Exercise goal
From the entries, filter out every line that lacks "order" and copy the rest.
------ Dataset records
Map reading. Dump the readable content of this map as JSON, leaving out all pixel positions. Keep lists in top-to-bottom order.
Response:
------------
------ Dataset records
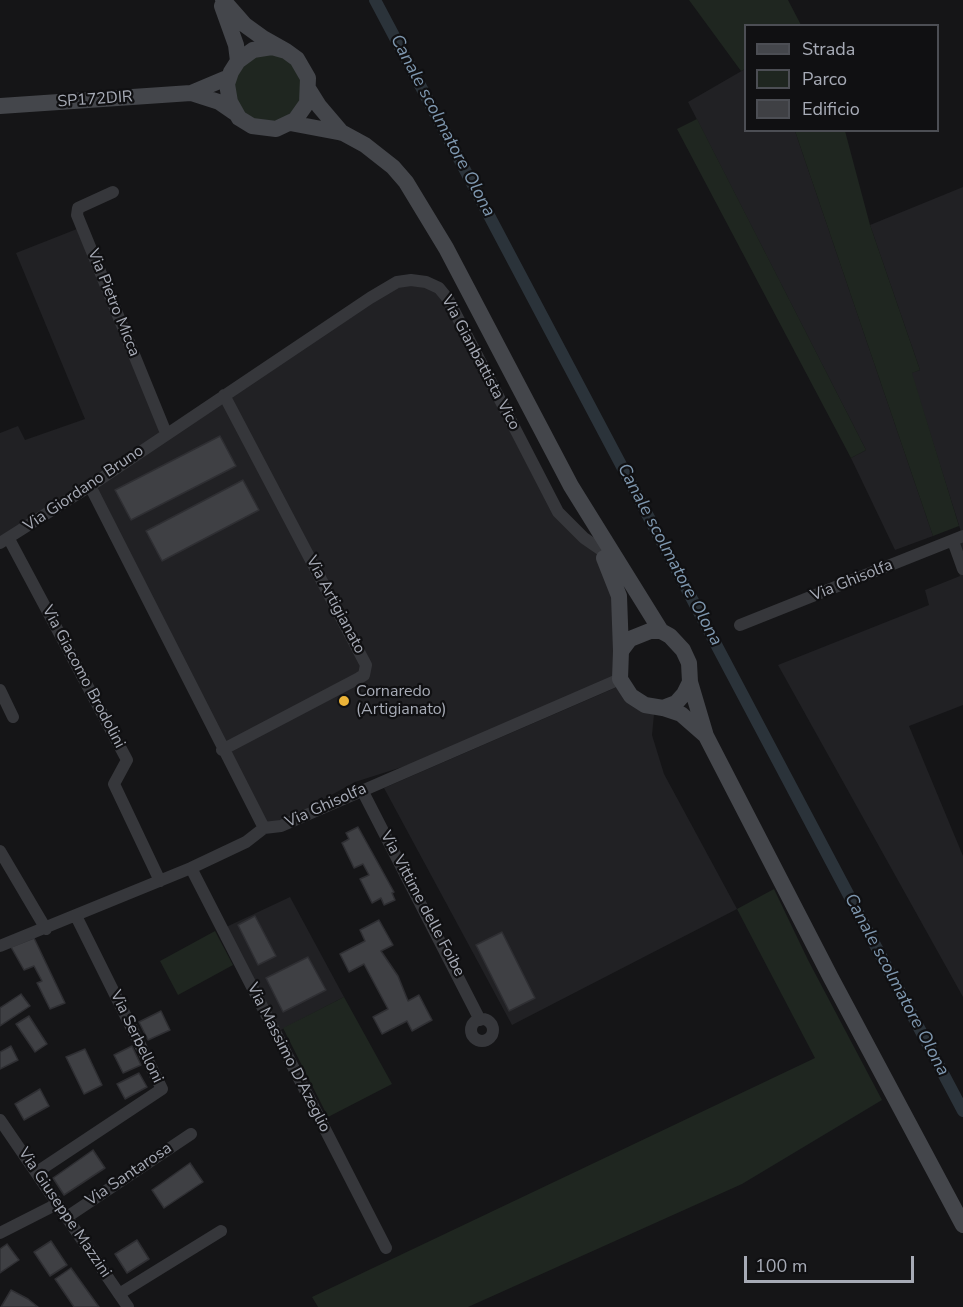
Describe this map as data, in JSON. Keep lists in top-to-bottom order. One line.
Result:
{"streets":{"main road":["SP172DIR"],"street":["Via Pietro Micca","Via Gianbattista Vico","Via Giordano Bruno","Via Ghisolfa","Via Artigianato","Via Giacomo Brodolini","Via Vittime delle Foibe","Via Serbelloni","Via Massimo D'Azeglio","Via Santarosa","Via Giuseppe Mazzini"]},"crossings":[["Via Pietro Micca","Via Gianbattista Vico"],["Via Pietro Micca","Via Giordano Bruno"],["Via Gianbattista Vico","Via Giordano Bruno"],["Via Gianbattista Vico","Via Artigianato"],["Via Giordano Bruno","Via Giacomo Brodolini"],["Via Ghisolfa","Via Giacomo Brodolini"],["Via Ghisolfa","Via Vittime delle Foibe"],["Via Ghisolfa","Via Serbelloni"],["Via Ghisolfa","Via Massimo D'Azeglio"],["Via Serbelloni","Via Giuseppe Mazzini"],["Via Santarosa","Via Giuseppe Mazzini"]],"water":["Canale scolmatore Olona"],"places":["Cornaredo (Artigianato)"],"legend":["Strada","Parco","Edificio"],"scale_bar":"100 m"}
------------
Completed exercise
Map reading. Dump the readable content of this map as JSON, leaving out all pixel positions. Keep lists in top-to-bottom order.
Describe this map as data, in JSON. Keep lists in top-to-bottom order. One line.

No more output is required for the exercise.